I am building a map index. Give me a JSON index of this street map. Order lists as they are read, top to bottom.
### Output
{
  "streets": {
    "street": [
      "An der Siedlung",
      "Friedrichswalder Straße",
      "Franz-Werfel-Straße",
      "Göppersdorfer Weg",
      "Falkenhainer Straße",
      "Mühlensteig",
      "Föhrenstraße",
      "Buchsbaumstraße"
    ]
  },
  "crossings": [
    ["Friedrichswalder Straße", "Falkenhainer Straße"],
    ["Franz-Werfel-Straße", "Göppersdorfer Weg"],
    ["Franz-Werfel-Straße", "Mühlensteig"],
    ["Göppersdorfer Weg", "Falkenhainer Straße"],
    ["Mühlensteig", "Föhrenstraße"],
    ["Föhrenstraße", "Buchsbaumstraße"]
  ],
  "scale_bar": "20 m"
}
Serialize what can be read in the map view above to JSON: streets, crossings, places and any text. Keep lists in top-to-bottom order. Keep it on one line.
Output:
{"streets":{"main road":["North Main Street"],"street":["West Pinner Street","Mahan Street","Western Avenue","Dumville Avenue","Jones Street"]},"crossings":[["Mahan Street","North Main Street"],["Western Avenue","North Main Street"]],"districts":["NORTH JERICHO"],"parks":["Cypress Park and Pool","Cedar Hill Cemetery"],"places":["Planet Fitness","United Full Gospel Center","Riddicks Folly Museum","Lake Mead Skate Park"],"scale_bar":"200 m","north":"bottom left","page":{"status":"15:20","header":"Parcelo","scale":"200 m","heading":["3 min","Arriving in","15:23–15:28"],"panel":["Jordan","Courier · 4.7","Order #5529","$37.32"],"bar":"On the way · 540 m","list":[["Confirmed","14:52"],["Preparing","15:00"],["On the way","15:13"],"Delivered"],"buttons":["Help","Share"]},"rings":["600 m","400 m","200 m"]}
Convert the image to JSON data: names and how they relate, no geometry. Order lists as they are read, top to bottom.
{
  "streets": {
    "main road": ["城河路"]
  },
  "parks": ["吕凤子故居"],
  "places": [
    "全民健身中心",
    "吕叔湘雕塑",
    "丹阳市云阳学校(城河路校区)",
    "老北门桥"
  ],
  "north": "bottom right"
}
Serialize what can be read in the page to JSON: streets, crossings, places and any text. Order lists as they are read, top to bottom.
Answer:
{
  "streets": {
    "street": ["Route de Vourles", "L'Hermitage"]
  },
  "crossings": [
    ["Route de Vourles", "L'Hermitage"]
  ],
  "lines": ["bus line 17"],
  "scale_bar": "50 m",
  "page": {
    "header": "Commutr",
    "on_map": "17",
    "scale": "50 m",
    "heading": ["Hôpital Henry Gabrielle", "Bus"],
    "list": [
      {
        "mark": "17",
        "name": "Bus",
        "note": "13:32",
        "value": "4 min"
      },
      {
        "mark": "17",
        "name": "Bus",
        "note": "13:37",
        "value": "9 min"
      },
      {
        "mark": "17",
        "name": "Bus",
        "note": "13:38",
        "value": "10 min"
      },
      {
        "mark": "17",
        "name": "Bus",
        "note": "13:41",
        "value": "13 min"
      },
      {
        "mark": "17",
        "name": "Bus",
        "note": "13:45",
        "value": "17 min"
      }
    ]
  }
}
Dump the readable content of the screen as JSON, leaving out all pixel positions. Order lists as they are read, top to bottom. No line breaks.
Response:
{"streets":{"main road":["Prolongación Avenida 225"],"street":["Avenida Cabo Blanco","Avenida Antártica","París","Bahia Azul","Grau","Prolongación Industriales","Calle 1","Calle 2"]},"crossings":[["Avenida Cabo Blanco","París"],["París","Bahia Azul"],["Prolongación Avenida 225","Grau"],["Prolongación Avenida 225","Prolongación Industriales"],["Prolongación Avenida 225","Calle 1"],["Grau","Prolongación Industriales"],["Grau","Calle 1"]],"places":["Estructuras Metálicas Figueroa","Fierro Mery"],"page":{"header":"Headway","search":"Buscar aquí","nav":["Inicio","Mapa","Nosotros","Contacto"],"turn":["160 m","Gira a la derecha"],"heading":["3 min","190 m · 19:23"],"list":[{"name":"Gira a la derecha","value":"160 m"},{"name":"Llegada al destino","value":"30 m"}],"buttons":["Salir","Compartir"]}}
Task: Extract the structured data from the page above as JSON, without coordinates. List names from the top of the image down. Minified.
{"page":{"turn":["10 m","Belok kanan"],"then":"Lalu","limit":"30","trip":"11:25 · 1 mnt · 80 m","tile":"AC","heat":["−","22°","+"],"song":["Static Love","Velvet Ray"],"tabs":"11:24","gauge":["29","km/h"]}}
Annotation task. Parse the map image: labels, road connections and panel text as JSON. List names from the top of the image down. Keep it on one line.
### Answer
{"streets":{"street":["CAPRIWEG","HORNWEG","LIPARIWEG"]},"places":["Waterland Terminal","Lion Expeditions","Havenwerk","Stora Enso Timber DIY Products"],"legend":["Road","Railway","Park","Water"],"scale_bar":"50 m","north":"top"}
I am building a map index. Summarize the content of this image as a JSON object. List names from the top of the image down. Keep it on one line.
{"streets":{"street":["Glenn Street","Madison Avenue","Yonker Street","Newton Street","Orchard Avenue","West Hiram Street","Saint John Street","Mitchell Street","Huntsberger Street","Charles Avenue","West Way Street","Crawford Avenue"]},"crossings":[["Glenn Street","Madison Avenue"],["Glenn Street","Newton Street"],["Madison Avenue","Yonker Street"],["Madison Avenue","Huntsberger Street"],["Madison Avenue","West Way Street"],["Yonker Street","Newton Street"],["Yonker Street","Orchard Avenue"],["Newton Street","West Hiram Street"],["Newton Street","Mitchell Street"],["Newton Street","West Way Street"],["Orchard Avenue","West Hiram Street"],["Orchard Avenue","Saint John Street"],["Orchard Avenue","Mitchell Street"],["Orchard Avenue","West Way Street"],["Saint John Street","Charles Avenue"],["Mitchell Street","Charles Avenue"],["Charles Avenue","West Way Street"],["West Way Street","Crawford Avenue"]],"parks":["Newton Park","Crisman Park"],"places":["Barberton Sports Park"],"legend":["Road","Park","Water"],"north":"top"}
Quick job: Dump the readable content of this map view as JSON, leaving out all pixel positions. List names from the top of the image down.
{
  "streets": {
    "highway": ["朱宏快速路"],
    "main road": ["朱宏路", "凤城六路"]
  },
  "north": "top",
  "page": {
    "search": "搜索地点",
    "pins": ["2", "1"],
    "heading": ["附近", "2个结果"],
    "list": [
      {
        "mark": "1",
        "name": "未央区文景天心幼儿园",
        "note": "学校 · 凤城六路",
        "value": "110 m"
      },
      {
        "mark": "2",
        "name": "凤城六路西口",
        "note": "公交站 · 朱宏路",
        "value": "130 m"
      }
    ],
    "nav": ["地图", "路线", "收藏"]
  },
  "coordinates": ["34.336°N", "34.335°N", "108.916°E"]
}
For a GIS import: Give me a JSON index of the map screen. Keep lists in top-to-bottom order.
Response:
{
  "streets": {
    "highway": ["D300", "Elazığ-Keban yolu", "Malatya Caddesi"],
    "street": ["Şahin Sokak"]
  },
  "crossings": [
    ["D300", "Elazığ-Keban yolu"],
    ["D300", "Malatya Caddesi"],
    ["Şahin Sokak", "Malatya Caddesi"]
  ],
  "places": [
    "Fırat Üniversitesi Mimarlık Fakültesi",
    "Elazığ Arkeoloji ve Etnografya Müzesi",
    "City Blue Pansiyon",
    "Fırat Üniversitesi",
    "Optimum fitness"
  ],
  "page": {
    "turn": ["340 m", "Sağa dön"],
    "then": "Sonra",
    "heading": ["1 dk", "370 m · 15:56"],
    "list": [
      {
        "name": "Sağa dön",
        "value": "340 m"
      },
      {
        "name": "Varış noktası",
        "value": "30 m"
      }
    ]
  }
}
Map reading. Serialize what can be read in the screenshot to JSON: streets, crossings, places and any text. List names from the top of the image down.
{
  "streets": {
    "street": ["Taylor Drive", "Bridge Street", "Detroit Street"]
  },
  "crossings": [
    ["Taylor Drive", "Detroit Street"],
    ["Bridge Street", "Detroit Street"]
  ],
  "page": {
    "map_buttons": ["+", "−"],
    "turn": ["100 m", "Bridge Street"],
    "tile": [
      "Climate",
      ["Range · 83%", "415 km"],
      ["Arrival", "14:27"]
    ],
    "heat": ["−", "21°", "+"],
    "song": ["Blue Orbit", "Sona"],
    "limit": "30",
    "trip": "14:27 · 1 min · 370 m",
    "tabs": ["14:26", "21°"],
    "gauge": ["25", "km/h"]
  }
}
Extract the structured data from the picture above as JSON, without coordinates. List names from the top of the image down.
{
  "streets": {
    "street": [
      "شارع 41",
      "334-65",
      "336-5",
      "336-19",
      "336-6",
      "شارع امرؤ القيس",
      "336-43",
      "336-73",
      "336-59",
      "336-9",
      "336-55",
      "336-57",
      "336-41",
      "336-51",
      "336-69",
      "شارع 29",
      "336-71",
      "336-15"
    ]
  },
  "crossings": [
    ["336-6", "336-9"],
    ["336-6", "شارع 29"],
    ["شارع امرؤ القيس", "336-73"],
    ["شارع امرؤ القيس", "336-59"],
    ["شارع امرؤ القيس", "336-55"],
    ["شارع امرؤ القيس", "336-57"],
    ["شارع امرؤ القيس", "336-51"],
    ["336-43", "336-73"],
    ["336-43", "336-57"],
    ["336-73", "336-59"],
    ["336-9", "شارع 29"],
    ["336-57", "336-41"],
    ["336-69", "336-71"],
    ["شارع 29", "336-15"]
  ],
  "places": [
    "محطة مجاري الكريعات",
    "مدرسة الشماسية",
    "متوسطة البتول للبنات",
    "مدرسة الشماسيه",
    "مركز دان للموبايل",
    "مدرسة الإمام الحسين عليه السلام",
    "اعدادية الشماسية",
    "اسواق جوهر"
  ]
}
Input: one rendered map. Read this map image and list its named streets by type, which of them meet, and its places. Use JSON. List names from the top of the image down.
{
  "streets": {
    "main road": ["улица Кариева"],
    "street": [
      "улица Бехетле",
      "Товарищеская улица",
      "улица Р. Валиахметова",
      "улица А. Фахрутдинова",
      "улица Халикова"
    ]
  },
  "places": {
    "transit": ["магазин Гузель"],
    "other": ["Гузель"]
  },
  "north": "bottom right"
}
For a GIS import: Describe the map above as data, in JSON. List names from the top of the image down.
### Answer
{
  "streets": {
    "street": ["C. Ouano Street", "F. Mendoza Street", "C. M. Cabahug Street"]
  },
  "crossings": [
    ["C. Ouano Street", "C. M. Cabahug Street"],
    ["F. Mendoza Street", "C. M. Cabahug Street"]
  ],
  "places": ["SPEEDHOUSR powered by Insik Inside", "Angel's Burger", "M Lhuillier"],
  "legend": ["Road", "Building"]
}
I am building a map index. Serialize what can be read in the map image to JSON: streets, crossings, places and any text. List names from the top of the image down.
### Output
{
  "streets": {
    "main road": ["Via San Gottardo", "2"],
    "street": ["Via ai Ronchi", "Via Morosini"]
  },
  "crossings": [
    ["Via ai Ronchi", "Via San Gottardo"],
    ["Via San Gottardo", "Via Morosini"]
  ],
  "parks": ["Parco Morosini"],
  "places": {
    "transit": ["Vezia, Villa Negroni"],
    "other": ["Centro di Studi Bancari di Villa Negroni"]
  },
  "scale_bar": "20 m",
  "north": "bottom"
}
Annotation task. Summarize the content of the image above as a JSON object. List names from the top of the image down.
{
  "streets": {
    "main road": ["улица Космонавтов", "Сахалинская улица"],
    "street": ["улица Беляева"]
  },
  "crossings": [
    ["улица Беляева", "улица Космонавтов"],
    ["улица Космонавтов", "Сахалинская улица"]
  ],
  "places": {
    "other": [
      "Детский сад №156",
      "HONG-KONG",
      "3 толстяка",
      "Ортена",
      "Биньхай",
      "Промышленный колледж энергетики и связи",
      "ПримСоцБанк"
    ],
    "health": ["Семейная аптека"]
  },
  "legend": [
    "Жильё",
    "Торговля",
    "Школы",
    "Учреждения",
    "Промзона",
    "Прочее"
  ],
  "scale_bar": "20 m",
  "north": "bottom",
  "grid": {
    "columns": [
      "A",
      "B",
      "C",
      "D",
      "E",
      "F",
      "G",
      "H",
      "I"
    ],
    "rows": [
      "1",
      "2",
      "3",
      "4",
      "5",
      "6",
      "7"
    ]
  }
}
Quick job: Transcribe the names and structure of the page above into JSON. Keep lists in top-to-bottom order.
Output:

====================

Scan the records above for the string "Give", then copy each line where it turns up.

I am building a map index. Give me a JSON index of this street map. Order lists as they are read, top to bottom.
For a GIS import: Give me a JSON index of the map screen. Keep lists in top-to-bottom order.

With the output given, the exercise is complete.